▶ **Task instructions**
Wherever a line holds the word "body", copy that line from the data.
----
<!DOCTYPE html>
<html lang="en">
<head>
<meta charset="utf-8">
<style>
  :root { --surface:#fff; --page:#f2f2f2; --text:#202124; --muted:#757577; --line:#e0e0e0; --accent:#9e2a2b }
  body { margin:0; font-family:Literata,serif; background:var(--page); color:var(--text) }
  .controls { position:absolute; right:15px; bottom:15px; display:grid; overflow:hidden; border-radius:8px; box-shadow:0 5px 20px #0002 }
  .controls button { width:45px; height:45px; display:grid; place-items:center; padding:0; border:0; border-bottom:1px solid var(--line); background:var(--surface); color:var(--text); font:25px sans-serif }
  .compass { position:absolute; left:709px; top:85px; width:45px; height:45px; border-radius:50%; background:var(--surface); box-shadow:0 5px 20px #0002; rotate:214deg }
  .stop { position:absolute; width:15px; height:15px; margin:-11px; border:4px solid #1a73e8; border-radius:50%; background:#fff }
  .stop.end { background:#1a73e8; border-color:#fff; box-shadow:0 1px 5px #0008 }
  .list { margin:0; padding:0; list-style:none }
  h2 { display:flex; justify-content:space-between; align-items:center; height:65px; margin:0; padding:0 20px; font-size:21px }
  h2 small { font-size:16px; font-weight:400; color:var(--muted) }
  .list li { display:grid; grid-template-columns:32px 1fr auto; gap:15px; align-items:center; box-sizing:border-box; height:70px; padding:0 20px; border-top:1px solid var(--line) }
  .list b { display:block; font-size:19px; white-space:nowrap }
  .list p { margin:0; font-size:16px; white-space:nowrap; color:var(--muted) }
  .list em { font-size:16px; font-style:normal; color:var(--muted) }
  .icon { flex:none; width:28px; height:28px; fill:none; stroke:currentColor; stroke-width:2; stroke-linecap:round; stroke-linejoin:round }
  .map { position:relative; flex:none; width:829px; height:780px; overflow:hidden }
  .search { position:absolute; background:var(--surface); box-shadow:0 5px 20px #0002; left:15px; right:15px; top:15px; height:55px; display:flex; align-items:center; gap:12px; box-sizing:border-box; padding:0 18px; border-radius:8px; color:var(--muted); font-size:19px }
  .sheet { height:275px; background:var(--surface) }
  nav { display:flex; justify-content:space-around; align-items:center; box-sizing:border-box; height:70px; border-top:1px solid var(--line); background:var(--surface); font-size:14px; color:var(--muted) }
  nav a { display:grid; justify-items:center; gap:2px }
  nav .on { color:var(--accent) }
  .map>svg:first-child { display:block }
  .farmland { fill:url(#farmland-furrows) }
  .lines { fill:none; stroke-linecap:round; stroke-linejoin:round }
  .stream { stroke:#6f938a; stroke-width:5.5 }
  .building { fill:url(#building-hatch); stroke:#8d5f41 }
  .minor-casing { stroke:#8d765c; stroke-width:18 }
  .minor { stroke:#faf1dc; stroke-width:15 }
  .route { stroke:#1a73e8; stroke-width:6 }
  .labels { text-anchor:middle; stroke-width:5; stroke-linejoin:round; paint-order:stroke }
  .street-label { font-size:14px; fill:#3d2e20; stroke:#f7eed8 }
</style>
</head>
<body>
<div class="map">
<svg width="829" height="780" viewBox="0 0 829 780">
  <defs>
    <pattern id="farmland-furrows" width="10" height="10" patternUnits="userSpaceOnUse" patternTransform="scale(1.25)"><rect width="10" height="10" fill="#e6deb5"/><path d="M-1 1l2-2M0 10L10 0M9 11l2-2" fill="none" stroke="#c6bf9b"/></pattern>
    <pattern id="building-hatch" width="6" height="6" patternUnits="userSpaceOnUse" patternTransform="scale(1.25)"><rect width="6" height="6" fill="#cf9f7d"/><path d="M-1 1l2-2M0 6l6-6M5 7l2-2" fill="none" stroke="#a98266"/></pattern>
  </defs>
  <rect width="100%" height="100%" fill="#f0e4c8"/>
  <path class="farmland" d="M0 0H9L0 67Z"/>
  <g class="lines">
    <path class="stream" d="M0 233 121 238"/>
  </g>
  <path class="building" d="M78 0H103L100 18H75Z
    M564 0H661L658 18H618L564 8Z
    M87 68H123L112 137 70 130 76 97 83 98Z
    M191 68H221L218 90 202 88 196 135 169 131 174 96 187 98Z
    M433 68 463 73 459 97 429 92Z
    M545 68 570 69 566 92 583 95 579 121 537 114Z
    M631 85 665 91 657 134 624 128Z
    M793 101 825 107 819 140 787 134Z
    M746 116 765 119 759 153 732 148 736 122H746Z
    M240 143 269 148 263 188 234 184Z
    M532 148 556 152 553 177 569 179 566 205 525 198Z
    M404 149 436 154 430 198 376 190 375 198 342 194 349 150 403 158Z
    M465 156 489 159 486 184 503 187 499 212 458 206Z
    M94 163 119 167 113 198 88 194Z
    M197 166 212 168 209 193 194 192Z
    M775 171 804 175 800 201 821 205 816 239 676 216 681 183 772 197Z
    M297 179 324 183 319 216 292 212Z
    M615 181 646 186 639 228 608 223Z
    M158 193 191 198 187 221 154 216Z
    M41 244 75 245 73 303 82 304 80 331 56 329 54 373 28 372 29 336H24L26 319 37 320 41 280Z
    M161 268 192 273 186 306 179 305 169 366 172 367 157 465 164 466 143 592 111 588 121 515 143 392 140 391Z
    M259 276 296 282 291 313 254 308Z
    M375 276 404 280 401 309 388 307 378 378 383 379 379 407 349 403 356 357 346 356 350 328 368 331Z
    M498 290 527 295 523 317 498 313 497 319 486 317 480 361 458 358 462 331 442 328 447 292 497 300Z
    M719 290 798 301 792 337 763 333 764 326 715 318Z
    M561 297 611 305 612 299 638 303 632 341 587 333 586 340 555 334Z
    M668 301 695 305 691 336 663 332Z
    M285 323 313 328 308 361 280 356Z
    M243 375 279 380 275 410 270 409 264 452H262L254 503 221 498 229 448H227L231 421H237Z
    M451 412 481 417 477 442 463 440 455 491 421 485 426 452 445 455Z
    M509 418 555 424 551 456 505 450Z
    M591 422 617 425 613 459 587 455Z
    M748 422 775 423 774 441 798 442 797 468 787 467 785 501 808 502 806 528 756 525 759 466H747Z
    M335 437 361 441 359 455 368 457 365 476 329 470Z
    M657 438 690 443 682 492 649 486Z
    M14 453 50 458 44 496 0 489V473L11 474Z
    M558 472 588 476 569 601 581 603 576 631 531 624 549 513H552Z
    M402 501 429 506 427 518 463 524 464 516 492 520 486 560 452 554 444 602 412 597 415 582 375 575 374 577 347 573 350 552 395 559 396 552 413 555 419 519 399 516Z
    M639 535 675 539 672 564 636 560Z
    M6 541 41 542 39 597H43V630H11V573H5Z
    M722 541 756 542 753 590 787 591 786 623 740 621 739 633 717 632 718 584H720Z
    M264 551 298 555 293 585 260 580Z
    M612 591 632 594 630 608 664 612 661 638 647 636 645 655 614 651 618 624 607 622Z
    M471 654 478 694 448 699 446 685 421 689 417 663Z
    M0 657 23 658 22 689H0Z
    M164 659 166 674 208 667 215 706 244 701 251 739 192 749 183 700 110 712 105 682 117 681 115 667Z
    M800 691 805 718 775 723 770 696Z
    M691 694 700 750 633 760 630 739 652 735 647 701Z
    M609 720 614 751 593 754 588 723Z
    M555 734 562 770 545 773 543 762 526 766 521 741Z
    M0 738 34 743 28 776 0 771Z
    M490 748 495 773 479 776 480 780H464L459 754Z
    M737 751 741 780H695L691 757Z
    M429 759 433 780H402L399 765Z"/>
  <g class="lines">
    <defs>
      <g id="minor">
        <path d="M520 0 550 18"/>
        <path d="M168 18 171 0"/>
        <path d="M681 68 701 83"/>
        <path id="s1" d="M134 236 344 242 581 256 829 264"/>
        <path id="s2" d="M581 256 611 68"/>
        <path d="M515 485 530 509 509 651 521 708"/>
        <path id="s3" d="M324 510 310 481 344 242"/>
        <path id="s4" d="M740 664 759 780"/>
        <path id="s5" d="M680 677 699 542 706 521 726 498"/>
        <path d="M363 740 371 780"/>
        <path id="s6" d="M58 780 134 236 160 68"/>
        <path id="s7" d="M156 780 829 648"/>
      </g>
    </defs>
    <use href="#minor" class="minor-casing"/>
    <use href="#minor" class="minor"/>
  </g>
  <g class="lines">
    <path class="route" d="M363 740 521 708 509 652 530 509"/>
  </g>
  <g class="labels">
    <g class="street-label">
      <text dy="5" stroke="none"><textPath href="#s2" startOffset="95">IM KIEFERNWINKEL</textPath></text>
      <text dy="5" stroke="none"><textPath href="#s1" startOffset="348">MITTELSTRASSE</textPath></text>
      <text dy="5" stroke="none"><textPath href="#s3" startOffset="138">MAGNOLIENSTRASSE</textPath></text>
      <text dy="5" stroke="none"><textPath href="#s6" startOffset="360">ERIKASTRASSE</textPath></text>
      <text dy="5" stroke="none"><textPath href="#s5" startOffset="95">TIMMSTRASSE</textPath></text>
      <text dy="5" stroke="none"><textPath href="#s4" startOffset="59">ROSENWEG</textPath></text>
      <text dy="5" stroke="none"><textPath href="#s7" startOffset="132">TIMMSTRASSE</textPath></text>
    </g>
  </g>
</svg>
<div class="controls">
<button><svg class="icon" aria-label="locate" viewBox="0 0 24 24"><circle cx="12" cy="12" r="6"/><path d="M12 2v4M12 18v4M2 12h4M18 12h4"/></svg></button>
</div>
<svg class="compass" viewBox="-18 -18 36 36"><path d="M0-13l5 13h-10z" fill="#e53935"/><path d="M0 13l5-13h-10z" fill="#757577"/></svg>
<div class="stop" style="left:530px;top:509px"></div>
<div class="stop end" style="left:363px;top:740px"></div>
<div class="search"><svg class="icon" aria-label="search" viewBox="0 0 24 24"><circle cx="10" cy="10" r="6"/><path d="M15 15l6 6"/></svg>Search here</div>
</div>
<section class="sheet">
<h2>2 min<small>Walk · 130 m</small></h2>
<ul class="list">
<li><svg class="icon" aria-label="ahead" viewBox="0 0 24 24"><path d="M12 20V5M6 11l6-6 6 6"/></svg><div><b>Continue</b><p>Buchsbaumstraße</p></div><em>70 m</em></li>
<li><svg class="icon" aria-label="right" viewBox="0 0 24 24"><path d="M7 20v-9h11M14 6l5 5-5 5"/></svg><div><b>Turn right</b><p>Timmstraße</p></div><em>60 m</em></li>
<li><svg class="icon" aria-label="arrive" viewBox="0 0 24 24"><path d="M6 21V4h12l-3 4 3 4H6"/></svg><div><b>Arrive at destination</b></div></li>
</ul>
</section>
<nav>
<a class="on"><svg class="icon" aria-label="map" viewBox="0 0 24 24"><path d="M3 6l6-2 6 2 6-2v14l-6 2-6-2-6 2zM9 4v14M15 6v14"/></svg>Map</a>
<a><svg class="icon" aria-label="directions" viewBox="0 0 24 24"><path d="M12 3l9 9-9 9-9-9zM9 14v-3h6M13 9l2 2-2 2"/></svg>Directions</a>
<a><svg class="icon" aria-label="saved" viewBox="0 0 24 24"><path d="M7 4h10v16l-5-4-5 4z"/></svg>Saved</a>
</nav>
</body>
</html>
----
▶ **Answer to this exercise**
  body { margin:0; font-family:Literata,serif; background:var(--page); color:var(--text) }
<body>
</body>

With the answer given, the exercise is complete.